Review: That Which the Deep Heart Knows
by RJ Wheldrake
This is epic. Grand. Beautifully written, masterful in scope and execution, brimming with palace intrigues, murder and treachery, high-stakes conspiracies and closely guarded secrets amongst a large and intricately choreographed cast of memorable characters. The action is intense, complex but well-paced, allowing the reader to catch their breath along the way and hear the rain battering the roofs of country inns while thunder rattles the windows of remote castles. Settings and characters are presented with a remarkable degree of finely wrought detail, details that paint the total picture of place and time, so that the reader feels they are present in each scene over a vast landscape.

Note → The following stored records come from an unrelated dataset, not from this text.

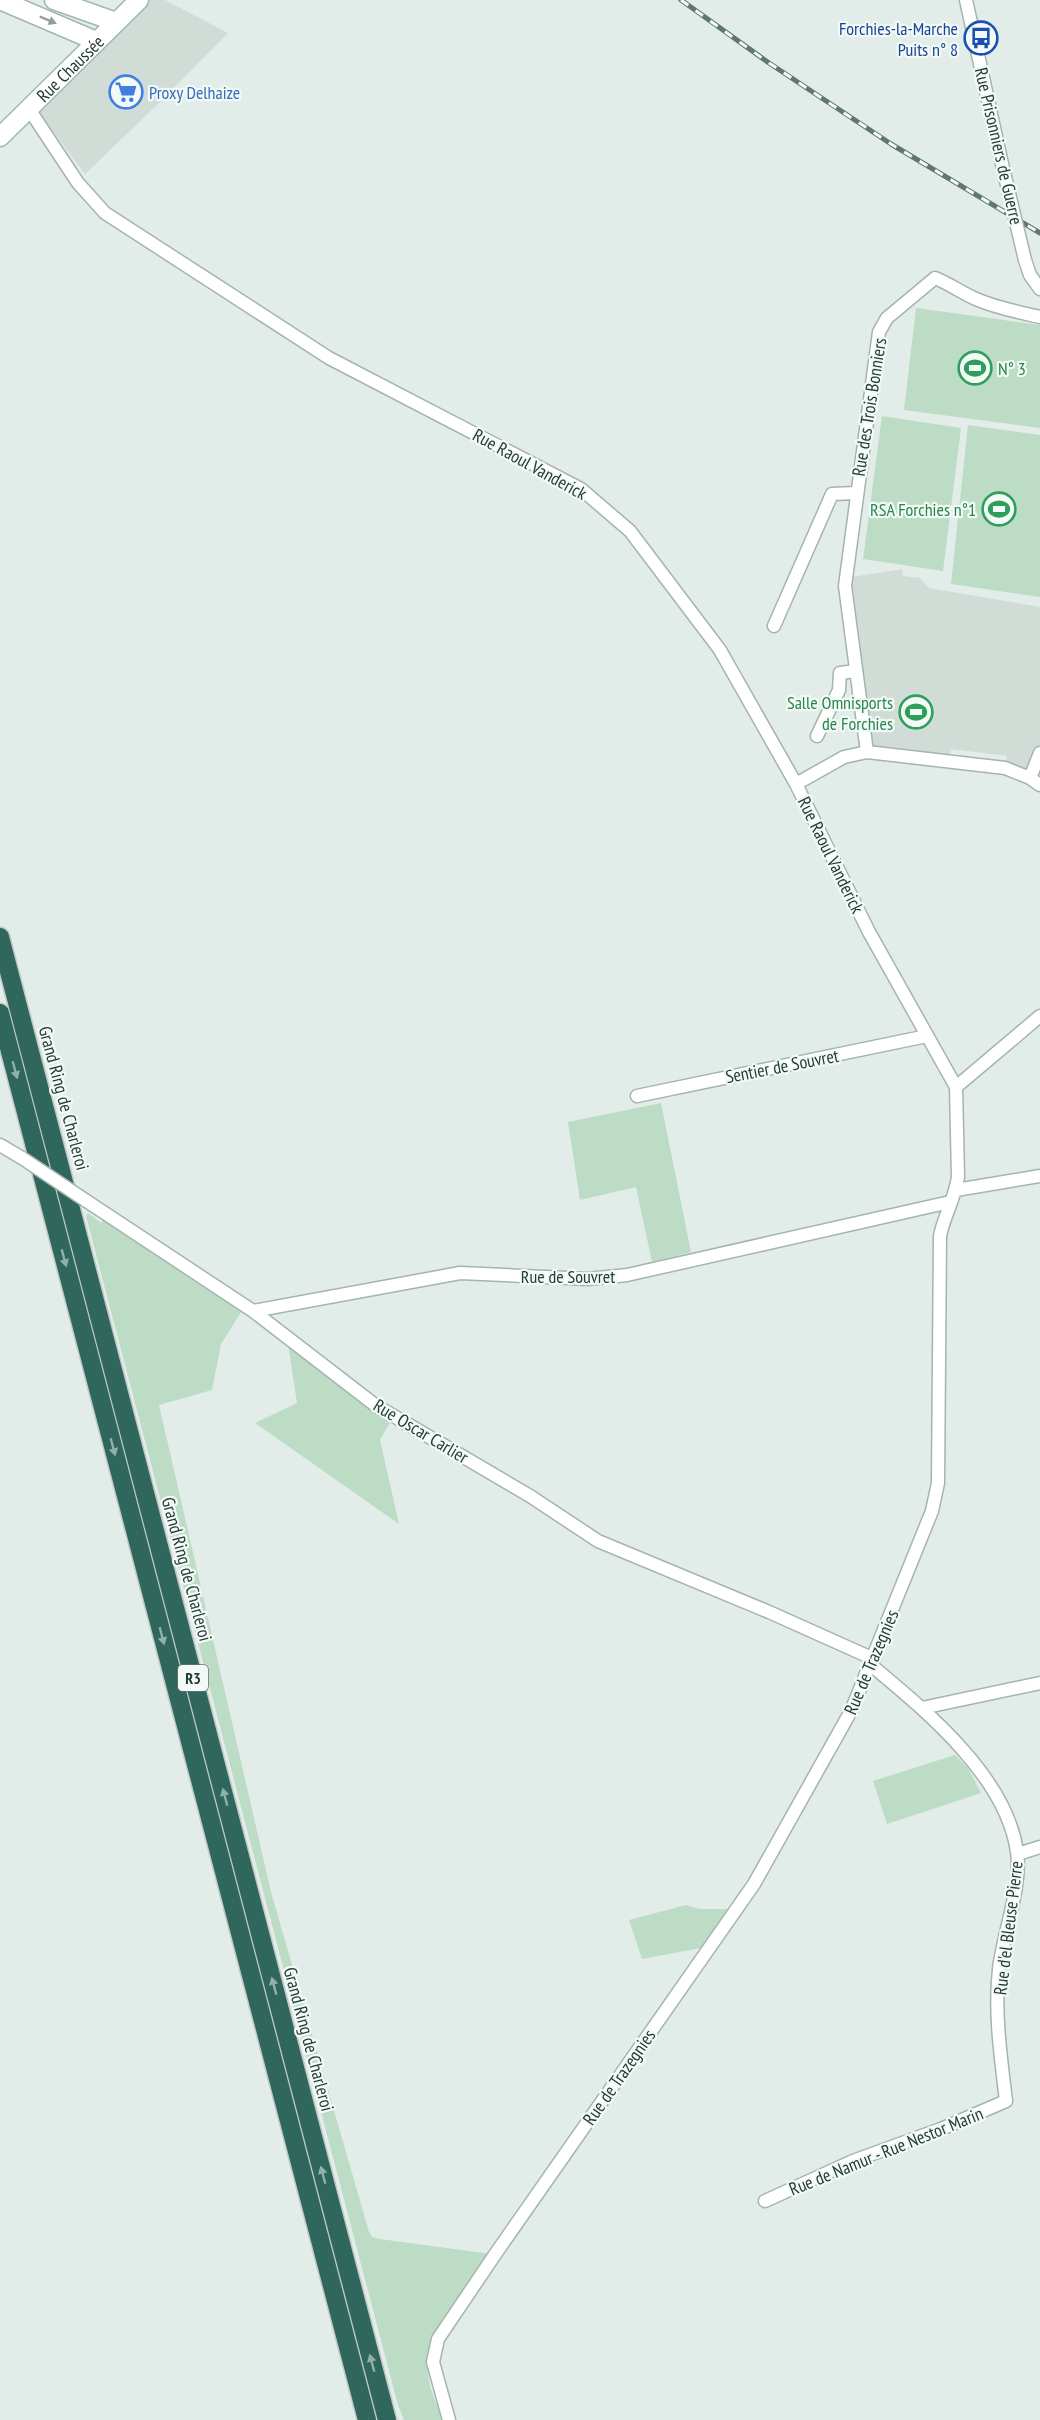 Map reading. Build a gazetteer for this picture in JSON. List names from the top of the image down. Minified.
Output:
{"streets":{"highway":["Grand Ring de Charleroi","R3"],"main road":["Rue Chaussée"],"street":["Rue Prisonniers de Guerre","Rue des Trois Bonniers","Rue Raoul Vanderick","Sentier de Souvret","Rue de Souvret","Rue Oscar Carlier","Rue de Trazegnies","Rue d'el Bleuse Pierre","Rue de Namur - Rue Nestor Marin"]},"crossings":[["Rue Chaussée","Rue Raoul Vanderick"],["Rue Raoul Vanderick","Sentier de Souvret"],["Rue Raoul Vanderick","Rue de Trazegnies"],["Rue de Souvret","Rue Oscar Carlier"],["Rue de Souvret","Rue de Trazegnies"],["Rue Oscar Carlier","Rue de Trazegnies"],["Rue Oscar Carlier","Rue d'el Bleuse Pierre"],["Rue de Trazegnies","Rue d'el Bleuse Pierre"],["Rue d'el Bleuse Pierre","Rue de Namur - Rue Nestor Marin"]],"places":{"bus stop":["Forchies-la-Marche Puits n° 8"],"supermarket":["Proxy Delhaize"],"sports":["N° 3","RSA Forchies n°1","Salle Omnisports de Forchies"]}} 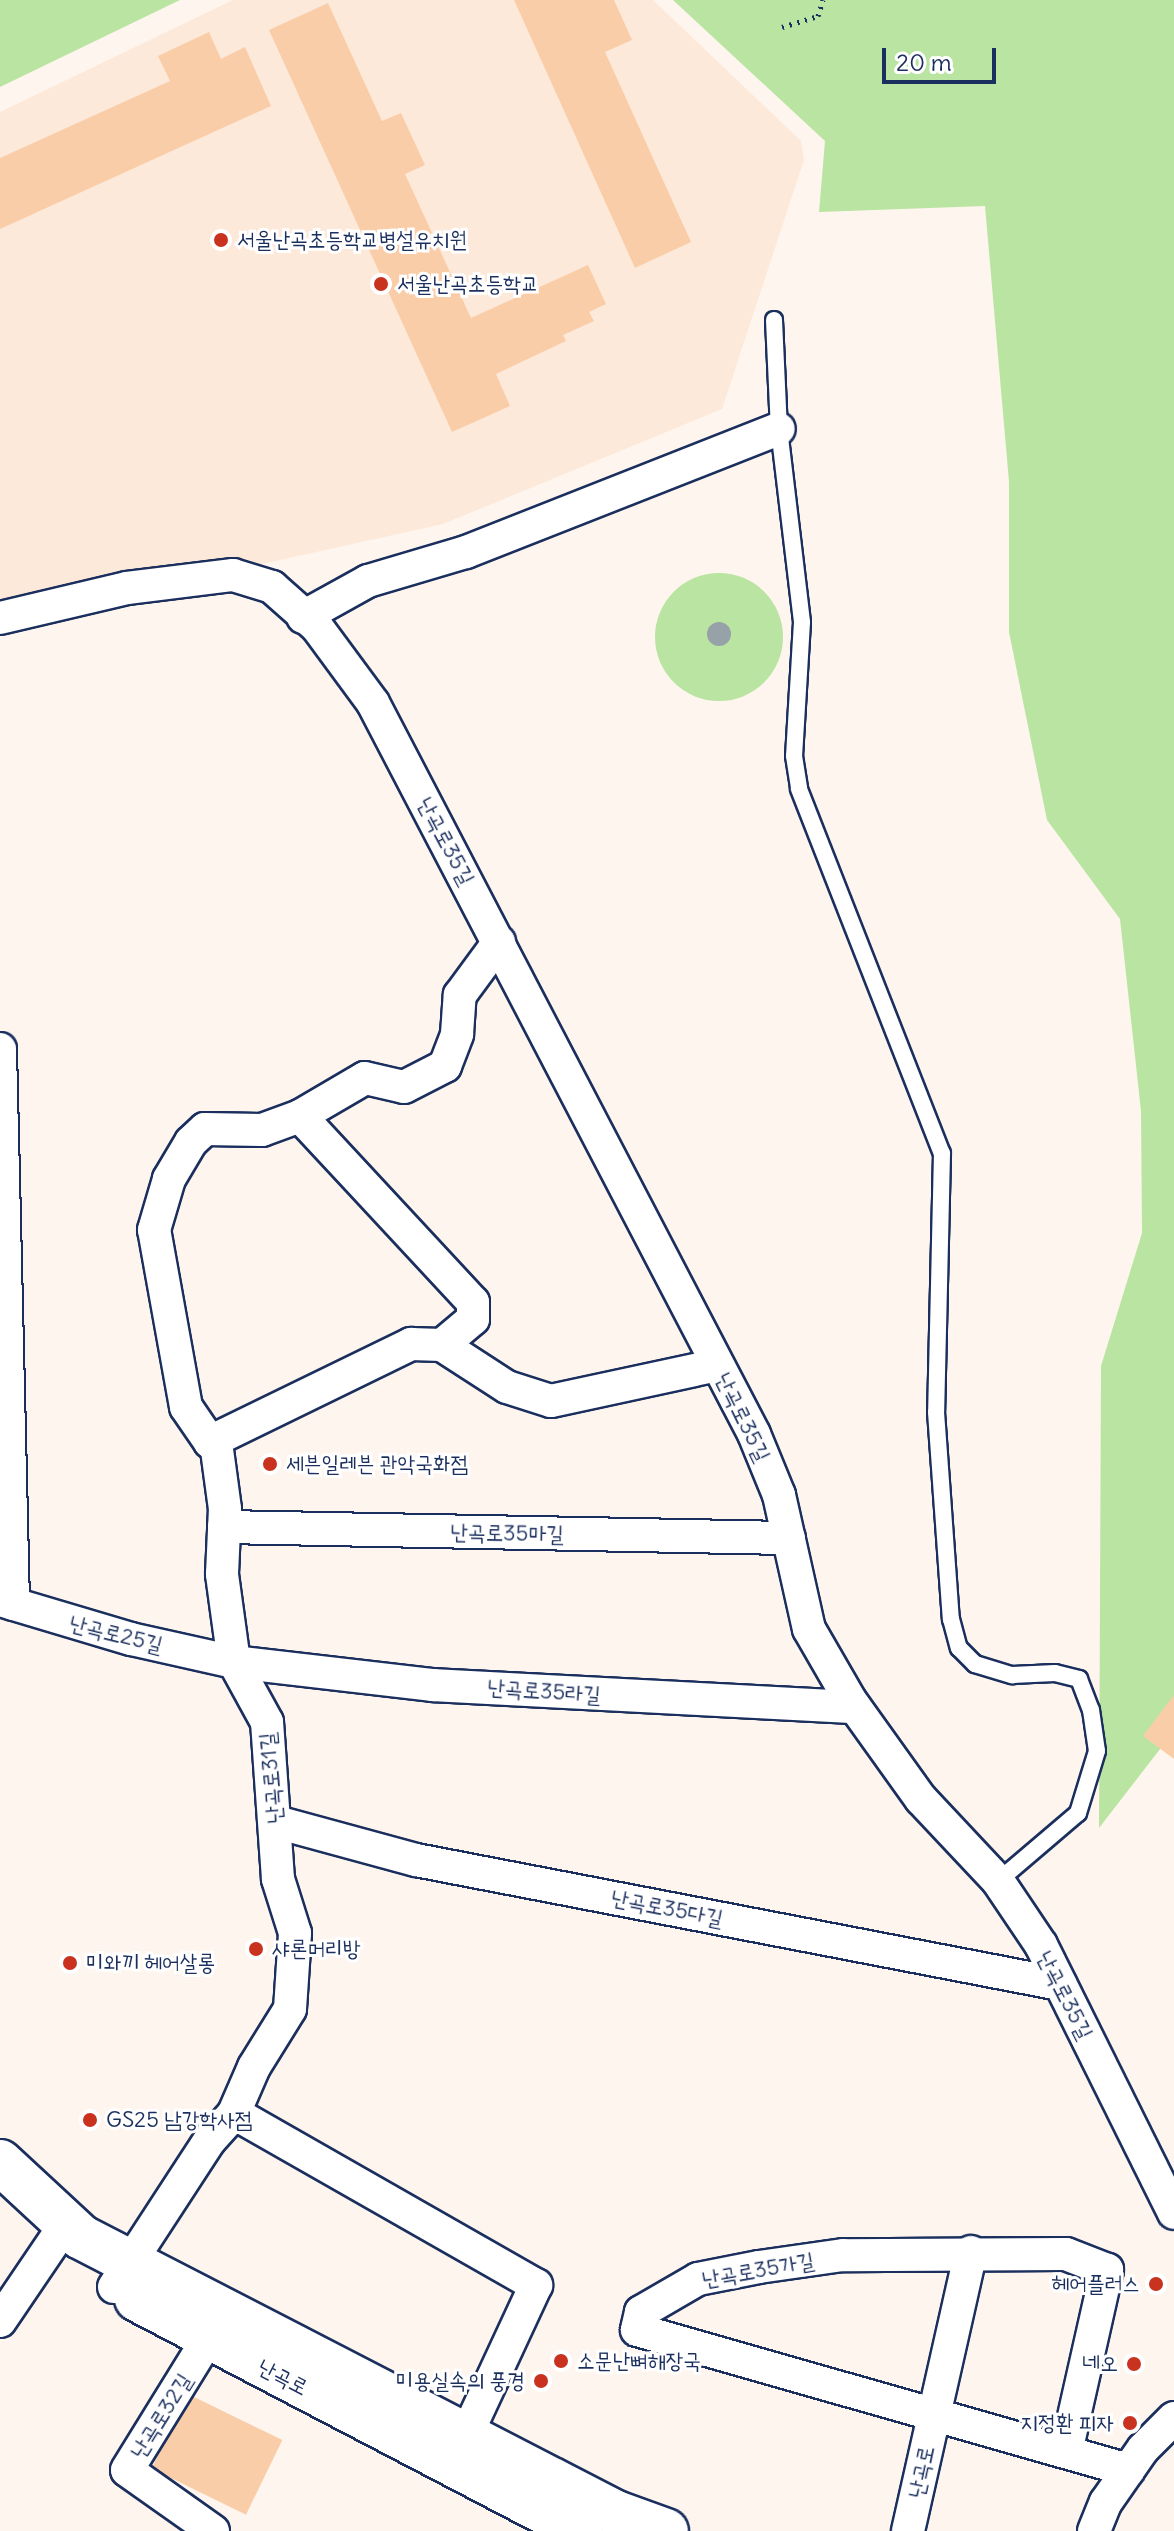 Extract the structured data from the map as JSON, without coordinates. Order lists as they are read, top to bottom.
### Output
{
  "streets": {
    "main road": ["난곡로"],
    "street": [
      "난곡로35길",
      "난곡로35마길",
      "난곡로25길",
      "난곡로35라길",
      "난곡로31길",
      "난곡로35다길",
      "난곡로35가길",
      "난곡로32길"
    ]
  },
  "crossings": [
    ["난곡로35길", "난곡로35마길"],
    ["난곡로35길", "난곡로35라길"],
    ["난곡로35길", "난곡로31길"],
    ["난곡로35길", "난곡로35다길"],
    ["난곡로35마길", "난곡로31길"],
    ["난곡로25길", "난곡로35라길"],
    ["난곡로25길", "난곡로31길"],
    ["난곡로35라길", "난곡로31길"],
    ["난곡로31길", "난곡로35다길"],
    ["난곡로31길", "난곡로"],
    ["난곡로35가길", "난곡로"],
    ["난곡로", "난곡로32길"]
  ],
  "places": [
    "서울난곡초등학교병설유치원",
    "서울난곡초등학교",
    "세븐일레븐 관악국화점",
    "샤론머리방",
    "미와끼 헤어살롱",
    "GS25 남강학사점",
    "헤어플러스",
    "소문난뼈해장국",
    "네오",
    "미용실속의 풍경",
    "지정환 피자"
  ],
  "scale_bar": "20 m"
} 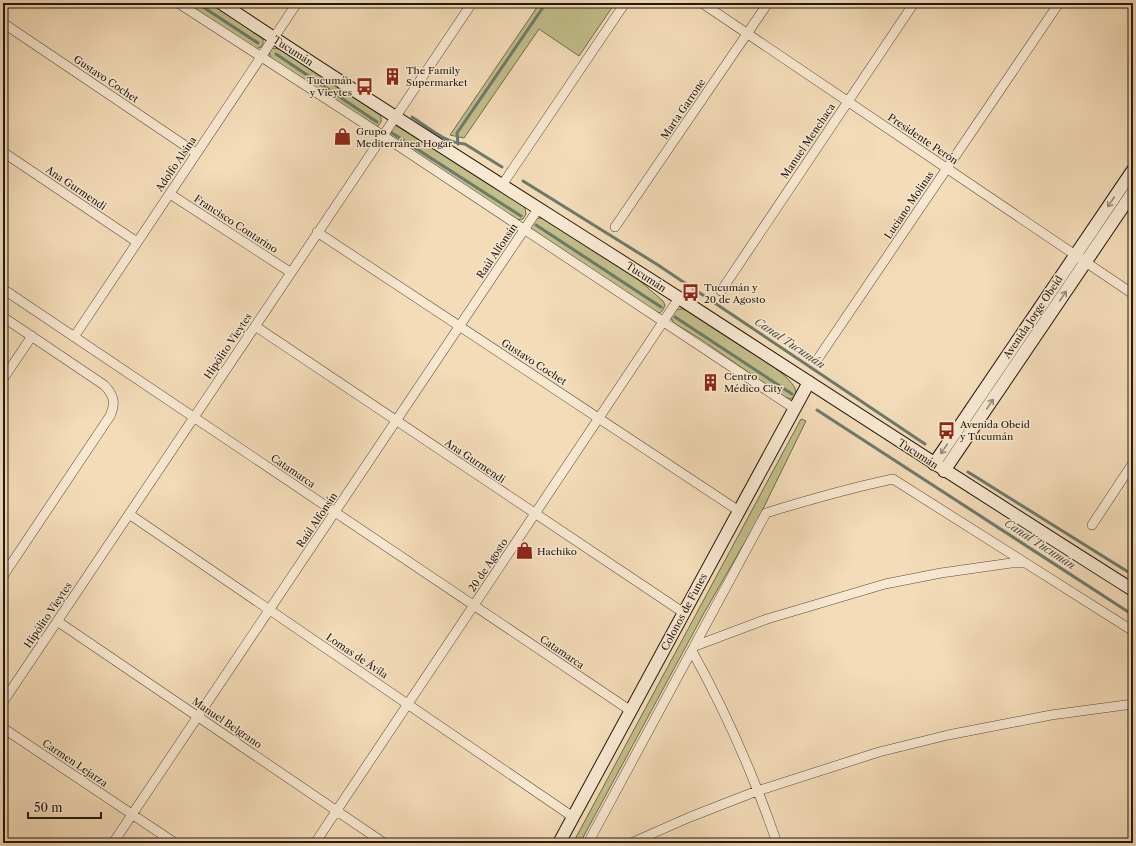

This book is the work of an experienced, accomplished, highly talented author. I give it an enthusiastic and appreciative 5 stars and recommend it highly to lovers of epic fantasy. I’m moving directly into the next book in the series (A Trick of the Light, second of Wheldrake’s Toxandrian Chronicles). I’m eager for more excellent writing and another sweeping tale of adventure, destiny, love and sacrifice.
Note: Contrary to my usual practice, I’m not including the book’s cover with this review because the cover — beautiful as it is — tends to suggest that the story is a romance. The young woman pictured on the cover is indeed a romantic figure, and she serves as the pivot around which the story turns. The cast of characters, however, is large and varied, with many among them who lodged themselves deeply into my heart and my sympathies. I cared for them, and the story’s end brought tears to my eyes. This is not a happily-ever-after tale. Some of the characters never find happiness, and even those who enjoy years of blissful togetherness are eventually at the mercy of the fates. Do not, therefore, judge this book by its cover. It’s not the category romance that one might expect from casting a quick glance at the beautiful girl in the purple dress.